Quantified: at a dividend yield of around 1.5% on the S&P 500, the 15% withholding tax equals roughly 0.2 percentage points per year. On a €100,000 portfolio that is about €200 annually — a five-figure sum over 20 years with compounding. This is exactly why synthetic S&P 500 ETFs have topped tracking-difference rankings for years. For the bigger product picture, see the big global ETF comparison.
| Criterion | Physical | Synthetic (swap) |
|---|---|---|
| Index replication | direct holdings (full or sampling) | swap on a substitute basket |
| Counterparty risk | securities lending (collateralised) | swap, max 10% uncollateralised (UCITS) |
| US withholding tax | 15% on dividends (Ireland) | effectively none on qualified indices |
| Typical TD on US indices | close to TER | often beats the index |
| German partial exemption | 30% | 30% (with a 51% equity basket) |
German tax practice and decision logic
Since the 2018 German investment tax reform, swap ETFs are on equal tax footing: the 30% partial exemption applies as long as the fund continuously holds at least a 51% equity quota — which mainstream swap ETFs ensure via their substitute basket. The advance lump-sum tax and the 26.375% flat tax including solidarity surcharge apply identically.
- US-heavy indices (S&P 500, MSCI USA): synthetic has a structural return advantage.
- MSCI World and European indices: the edge is smaller; product quality matters more than replication — see for instance the Xtrackers MSCI World.
- What ultimately counts is the realised tracking difference over several years, not the factsheet TER.
Frequently asked questions
How big is the risk of losing money to a counterparty default in a swap ETF?
UCITS caps the uncollateralised swap exposure at 10% of fund assets; collateral and regular resets keep actual exposure usually far lower.
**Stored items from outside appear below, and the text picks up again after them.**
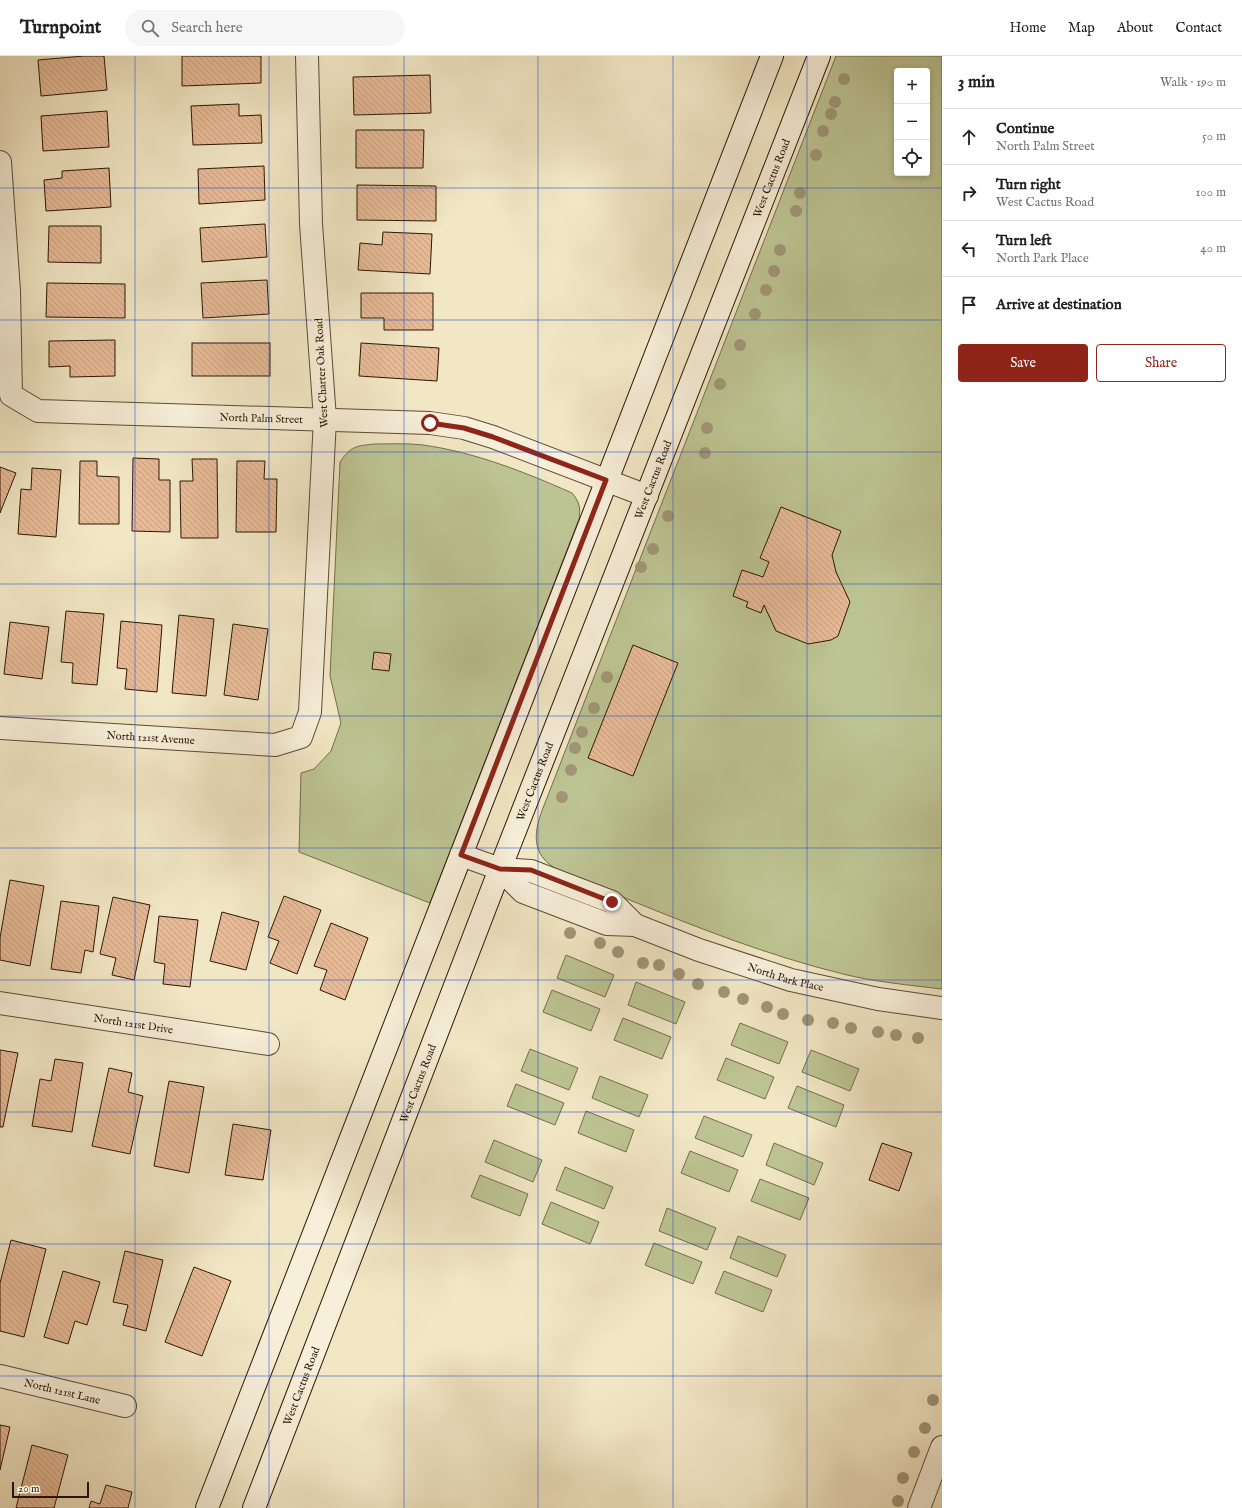 <!DOCTYPE html>
<meta charset="utf-8">
<style>
:root{--surface:#fff;--page:#f6f6f6;--text:#202124;--muted:#757577;--line:#e0e0e0;--accent:#8f2418}
body{margin:0;font-family:"IM FELL English",serif;background:var(--page);color:var(--text)}
.controls{position:absolute;right:12px;top:12px;display:grid;overflow:hidden;border-radius:4px;box-shadow:0 2px 6px #0003}
.controls button{width:36px;height:36px;display:grid;place-items:center;padding:0;border:0;border-bottom:1px solid var(--line);background:var(--surface);color:var(--text);font:20px sans-serif}
.scale{position:absolute;left:12px;bottom:10px;width:77px;box-sizing:border-box;padding-left:4px;border:2px solid #2b1606;border-top:0;font-size:11px;line-height:14px;white-space:nowrap;color:#2b1606;-webkit-text-stroke:3px #f7efd9;paint-order:stroke}
.stop{position:absolute;width:12px;height:12px;margin:-9px;border:3px solid #8f2418;border-radius:50%;background:#fff}
.stop.end{background:#8f2418;border-color:#fff;box-shadow:0 1px 4px #0008}
.list{margin:0;padding:0;list-style:none}
h2{display:flex;justify-content:space-between;align-items:center;height:52px;margin:0;padding:0 16px;font-size:17px}
h2 small{font-size:13px;font-weight:400;color:var(--muted)}
.list li{display:grid;grid-template-columns:26px 1fr auto;gap:12px;align-items:center;box-sizing:border-box;height:56px;padding:0 16px;border-top:1px solid var(--line)}
.list b{display:block;font-size:15px;white-space:nowrap}
.list p{margin:0;font-size:13px;white-space:nowrap;color:var(--muted)}
.list em{font-size:13px;font-style:normal;color:var(--muted)}
.actions{display:flex;gap:8px;padding:12px 16px}
.actions a{flex:1;padding:9px 0;border:1px solid var(--accent);border-radius:4px;text-align:center;font-size:14px;color:var(--accent)}
.actions .main{background:var(--accent);color:#fff}
.icon{flex:none;width:22px;height:22px;fill:none;stroke:currentColor;stroke-width:2;stroke-linecap:round;stroke-linejoin:round}
.map{position:relative;flex:none;width:942px;height:1452px;overflow:hidden}
header{display:flex;align-items:center;gap:24px;box-sizing:border-box;height:56px;padding:0 20px;background:var(--surface);border-bottom:1px solid var(--line)}
header strong{font-size:19px}
nav{display:flex;gap:22px;margin-inline-start:auto;font-size:14px}
.search{width:280px;height:36px;background:var(--page);display:flex;align-items:center;gap:10px;box-sizing:border-box;padding:0 14px;border-radius:22px;color:var(--muted);font-size:15px}
main{display:flex}
aside{flex:1;background:var(--surface)}
.map>svg:first-child{display:block}
.green{fill:#bdc493;stroke:#746d4c;fill-rule:evenodd}
.building{fill:url(#building-back-hatch);stroke:#2b1606}
.lines{fill:none;stroke-linecap:round;stroke-linejoin:round}
.street-casing{stroke:#5d4a36;stroke-width:24}
.secondary-casing{stroke:#2b1606;stroke-width:24}
.street{stroke:#f7efd9;stroke-width:22}
.secondary{stroke:#f7efd9;stroke-width:22}
.tree{fill:#a19677}
.route{stroke:#8f2418;stroke-width:5}
.grid{fill:none;stroke:#1d4ed8;stroke-width:1;stroke-opacity:0.55}
.labels{text-anchor:middle;stroke-width:4;stroke-linejoin:round;paint-order:stroke}
.street-label{font-size:11px;fill:#2b1606;stroke:#f7efd9}
</style>
<header>
<strong>Turnpoint</strong>
<div class="search"><svg class="icon" aria-label="search" viewBox="0 0 24 24"><circle cx="10" cy="10" r="6"/><path d="M15 15l6 6"/></svg>Search here</div>
<nav><a>Home</a><a>Map</a><a>About</a><a>Contact</a></nav>
</header>
<main>
<div class="map">
<svg width="942" height="1452" viewBox="0 0 942 1452">
<defs>
<pattern id="building-back-hatch" width="6" height="6" patternUnits="userSpaceOnUse"><rect width="6" height="6" fill="#e8bb96"/><path d="M-1 5l2 2M0 0l6 6M5-1l2 2" fill="none" stroke="#c7a080"/></pattern>
</defs>
<rect width="100%" height="100%" fill="#f2e7c5"/>
<filter id="stains"><feTurbulence type="fractalNoise" baseFrequency=".005" numOctaves="4"/><feColorMatrix values="0 0 0 0 .2 0 0 0 0 .09 0 0 0 0 .02 0 0 0 .5 -.17"/></filter>
<radialGradient id="worn" r=".72"><stop offset=".6" stop-color="#630" stop-opacity="0"/><stop offset="1" stop-color="#630" stop-opacity=".3"/></radialGradient>
<g class="green">
<path d="M836,0H942V933C909,929 875,926 843,918C766,899 693,870 620,840C600,832 557,819 544,803C531,788 537,768 543,752ZM897,15H927V117H897Z"/>
<path d="M374,388C390,388 407,387 423,389C474,396 525,416 572,437C579,445 581,452 579,463L430,847L299,796L301,717L314,713L331,695L341,667L330,620L340,406C351,390 356,390 374,388Z"/>
<path d="M566,899L614,919L605,941L557,922Z"/>
<path d="M636,926L685,946L676,968L628,949Z"/>
<path d="M552,934L600,953L591,975L543,956Z"/>
<path d="M623,962L671,981L662,1003L614,984Z"/>
<path d="M740,967L788,986L779,1008L731,989Z"/>
<path d="M530,993L578,1012L569,1034L521,1015Z"/>
<path d="M811,994L859,1013L850,1035L802,1016Z"/>
<path d="M726,1002L774,1021L765,1043L717,1024Z"/>
<path d="M600,1020L648,1039L639,1061L592,1042Z"/>
<path d="M516,1028L564,1047L555,1069L507,1050Z"/>
<path d="M797,1030L844,1049L836,1071L788,1052Z"/>
<path d="M586,1055L634,1074L626,1096L578,1077Z"/>
<path d="M704,1060L752,1079L743,1101L695,1082Z"/>
<path d="M494,1084L542,1104L533,1126L485,1106Z"/>
<path d="M774,1087L823,1107L814,1129L766,1109Z"/>
<path d="M690,1095L738,1114L729,1136L681,1117Z"/>
<path d="M565,1111L613,1131L604,1153L556,1134Z"/>
<path d="M480,1119L528,1138L520,1160L471,1141Z"/>
<path d="M760,1123L809,1142L800,1164L751,1145Z"/>
<path d="M551,1146L599,1166L590,1188L542,1168Z"/>
<path d="M667,1152L716,1172L707,1194L659,1175Z"/>
<path d="M738,1180L786,1199L777,1221L730,1202Z"/>
<path d="M654,1187L702,1206L693,1228L645,1209Z"/>
<path d="M724,1215L772,1234L763,1256L715,1237Z"/>
</g>
<g class="building">
<path d="M84,0H104L107,34L41,40L38,4Z"/>
<path d="M182,0H261V27L182,30Z"/>
<path d="M430,19L431,57L354,59L353,21Z"/>
<path d="M239,48V60L261,59L262,87L193,89L191,50Z"/>
<path d="M107,55L109,91L43,95L41,60Z"/>
<path d="M356,74H424L423,112H356Z"/>
<path d="M264,110L265,144L199,148L198,113Z"/>
<path d="M109,112L111,151L46,155L44,124L62,122V115Z"/>
<path d="M357,129L436,130V165L357,164Z"/>
<path d="M265,168L267,201L202,206L200,172Z"/>
<path d="M49,170H101V207L48,206Z"/>
<path d="M383,176L432,178L430,218L358,214L360,187L382,189Z"/>
<path d="M267,224L269,258L203,262L201,227Z"/>
<path d="M47,227L125,228V262L46,261Z"/>
<path d="M361,237H433V274H384V262H361Z"/>
<path d="M115,284V320L70,321V310L49,311V285Z"/>
<rect x="192" y="287" width="78" height="33"/>
<path d="M361,287L439,292L437,325L359,320Z"/>
<path d="M133,402L159,403V424H170V476L132,475Z"/>
<path d="M192,403H217L218,482H181L180,425H193Z"/>
<path d="M80,405H97V420L119,421V468H79Z"/>
<path d="M237,405H265L264,423H277L276,476H236Z"/>
<path d="M0,411L16,417L0,457Z"/>
<path d="M32,412L61,414L56,481L18,478L21,433L31,434Z"/>
<path d="M781,451L841,475L832,499L836,516L850,546L838,580L831,584L808,588L776,575L764,549L761,557L746,551L748,546L733,540L742,514L763,521L769,506L760,502Z"/>
<path d="M66,555L104,558L97,629L72,627L73,607L61,606Z"/>
<path d="M179,559L214,563L206,640L172,637Z"/>
<path d="M121,565L162,569L157,636L125,633L127,613L117,612Z"/>
<path d="M10,566L49,571L42,623L4,618Z"/>
<path d="M233,568L268,573L258,644L224,639Z"/>
<path d="M633,589L678,607L633,720L588,702Z"/>
<path d="M374,596L391,598L389,615L372,613Z"/>
<path d="M10,824L44,830L30,910L0,904V882Z"/>
<path d="M284,840L321,854L297,918L270,907L279,885L268,881Z"/>
<path d="M113,841L150,849L134,924L112,919L116,902L100,898Z"/>
<path d="M61,845L99,850L93,896L85,894L81,917L51,913Z"/>
<path d="M222,856L259,866L246,914L210,905Z"/>
<path d="M159,860L198,864L190,931L163,928L165,908L154,906Z"/>
<path d="M331,867L368,882L345,944L320,934L327,914L314,910Z"/>
<path d="M0,994L18,997L3,1071H0Z"/>
<path d="M55,1003L83,1007L72,1076L32,1070L40,1023L51,1025Z"/>
<path d="M109,1012L132,1017L128,1036L143,1040L130,1098L92,1090Z"/>
<path d="M169,1025L204,1031L189,1117L154,1110Z"/>
<path d="M233,1068L271,1074L263,1124L225,1119Z"/>
<path d="M882,1087L912,1097L899,1135L869,1124Z"/>
<path d="M11,1184L46,1193L24,1281L0,1275V1227Z"/>
<path d="M125,1195L163,1204L146,1275L123,1269L128,1249L113,1246Z"/>
<path d="M194,1211L231,1225L202,1300L165,1286Z"/>
<path d="M63,1215L100,1226L87,1269L75,1265L68,1288L44,1281Z"/>
<path d="M0,1369L10,1371L0,1414Z"/>
<path d="M32,1389L68,1399L54,1452H16Z"/>
<path d="M106,1429L132,1436L128,1452H89L91,1445L100,1448Z"/>
</g>
<g class="lines">
<g class="street-casing">
<g id="street">
<path id="s1" d="M0,106L9,235L11,339L38,355L430,367L464,372L493,381L647,440"/>
<path id="s2" d="M0,672L275,689L301,681L310,656L325,363L311,168L307,0"/>
<path d="M461,799L500,813L531,815L591,838L612,846L635,869"/>
<path id="s3" d="M500,813L523,836L607,868L635,869L699,894L791,924L878,943L942,952"/>
<path id="s4" d="M0,947L268,988"/>
<path id="s5" d="M0,1320L125,1350"/>
<path d="M919,1452L942,1391"/>
</g>
</g>
<g class="secondary-casing">
<g id="secondary">
<path d="M207,1452L772,0"/>
<path id="s6" d="M254,1452L500,813L819,0"/>
</g>
</g>
<use href="#street" class="street"/>
<use href="#secondary" class="secondary"/>
</g>
<g class="tree">
<circle cx="844" cy="23" r="6"/>
<circle cx="835" cy="46" r="6"/>
<circle cx="831" cy="58" r="6"/>
<circle cx="823" cy="75" r="6"/>
<circle cx="816" cy="99" r="6"/>
<circle cx="800" cy="137" r="6"/>
<circle cx="796" cy="155" r="6"/>
<circle cx="780" cy="194" r="6"/>
<circle cx="774" cy="215" r="6"/>
<circle cx="766" cy="234" r="6"/>
<circle cx="755" cy="258" r="6"/>
<circle cx="740" cy="289" r="6"/>
<circle cx="720" cy="328" r="6"/>
<circle cx="707" cy="372" r="6"/>
<circle cx="705" cy="397" r="6"/>
<circle cx="668" cy="460" r="6"/>
<circle cx="653" cy="493" r="6"/>
<circle cx="641" cy="511" r="6"/>
<circle cx="607" cy="621" r="6"/>
<circle cx="594" cy="652" r="6"/>
<circle cx="582" cy="676" r="6"/>
<circle cx="575" cy="692" r="6"/>
<circle cx="571" cy="714" r="6"/>
<circle cx="562" cy="741" r="6"/>
<circle cx="570" cy="877" r="6"/>
<circle cx="600" cy="887" r="6"/>
<circle cx="618" cy="896" r="6"/>
<circle cx="643" cy="907" r="6"/>
<circle cx="659" cy="909" r="6"/>
<circle cx="679" cy="918" r="6"/>
<circle cx="698" cy="928" r="6"/>
<circle cx="724" cy="936" r="6"/>
<circle cx="743" cy="943" r="6"/>
<circle cx="767" cy="951" r="6"/>
<circle cx="783" cy="958" r="6"/>
<circle cx="808" cy="964" r="6"/>
<circle cx="833" cy="967" r="6"/>
<circle cx="851" cy="972" r="6"/>
<circle cx="878" cy="976" r="6"/>
<circle cx="896" cy="979" r="6"/>
<circle cx="918" cy="982" r="6"/>
<circle cx="933" cy="1344" r="6"/>
<circle cx="925" cy="1372" r="6"/>
<circle cx="914" cy="1396" r="6"/>
<circle cx="903" cy="1422" r="6"/>
<circle cx="898" cy="1445" r="6"/>
</g>
<g class="lines">
<path class="route" d="M430,367L464,372L493,381L606,424L461,799L500,813L531,814L612,846"/>
</g>
<path class="grid" d="M135,0V1452M269,0V1452M404,0V1452M538,0V1452M673,0V1452M807,0V1452M0,132H942M0,264H942M0,396H942M0,528H942M0,660H942M0,792H942M0,924H942M0,1056H942M0,1188H942M0,1320H942"/>
<g class="labels">
<g class="street-label">
<text dy="4" stroke="none"><textPath href="#s6" startOffset="1427">West Cactus Road</textPath></text>
<text transform="translate(321 317) rotate(-93)" y="4">West Charter Oak Road</text>
<text dy="4" stroke="none"><textPath href="#s1" startOffset="488">North Palm Street</textPath></text>
<text dy="4" stroke="none"><textPath href="#s6" startOffset="1103">West Cactus Road</textPath></text>
<text dy="4" stroke="none"><textPath href="#s2" startOffset="151">North 121st Avenue</textPath></text>
<text dy="4" stroke="none"><textPath href="#s6" startOffset="779">West Cactus Road</textPath></text>
<text dy="4" stroke="none"><textPath href="#s3" startOffset="310">North Park Place</textPath></text>
<text dy="4" stroke="none"><textPath href="#s4" startOffset="135">North 121st Drive</textPath></text>
<text dy="4" stroke="none"><textPath href="#s6" startOffset="455">West Cactus Road</textPath></text>
<text dy="4" stroke="none"><textPath href="#s6" startOffset="131">West Cactus Road</textPath></text>
<text dy="4" stroke="none"><textPath href="#s5" startOffset="64">North 121st Lane</textPath></text>
</g>
</g>
<rect width="100%" height="100%" filter="url(#stains)"/>
<rect width="100%" height="100%" fill="url(#worn)"/>
</svg>
<div class="controls">
<button>+</button>
<button>−</button>
<button><svg class="icon" aria-label="locate" viewBox="0 0 24 24"><circle cx="12" cy="12" r="6"/><path d="M12 2v4M12 18v4M2 12h4M18 12h4"/></svg></button>
</div>
<div class="scale">20 m</div>
<div class="stop" style="left:430px;top:367px"></div>
<div class="stop end" style="left:612px;top:846px"></div>
</div>
<aside>
<h2>3 min<small>Walk · 190 m</small></h2>
<ul class="list">
<li><svg class="icon" aria-label="ahead" viewBox="0 0 24 24"><path d="M12 20V5M6 11l6-6 6 6"/></svg><div><b>Continue</b><p>North Palm Street</p></div><em>50 m</em></li>
<li><svg class="icon" aria-label="right" viewBox="0 0 24 24"><path d="M7 20v-9h11M14 6l5 5-5 5"/></svg><div><b>Turn right</b><p>West Cactus Road</p></div><em>100 m</em></li>
<li><svg class="icon" aria-label="left" viewBox="0 0 24 24"><path d="M17 20v-9H6M10 6l-5 5 5 5"/></svg><div><b>Turn left</b><p>North Park Place</p></div><em>40 m</em></li>
<li><svg class="icon" aria-label="arrive" viewBox="0 0 24 24"><path d="M6 21V4h12l-3 4 3 4H6"/></svg><div><b>Arrive at destination</b></div></li>
</ul>
<div class="actions"><a class="main">Save</a><a>Share</a></div>
</aside>
</main>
A total loss from a counterparty default is practically ruled out.
Does the German 30% partial exemption also apply to synthetic ETFs?
Yes, provided the ETF continuously maintains at least a 51% equity quota. Mainstream swap ETFs meet this through their physical substitute basket.
Why do some synthetic S&P 500 ETFs beat their index?
They replicate the gross return while the benchmark uses the net return after 15% US withholding tax. At a dividend yield of around 1.5%, that is roughly a 0.2 percentage point advantage per year.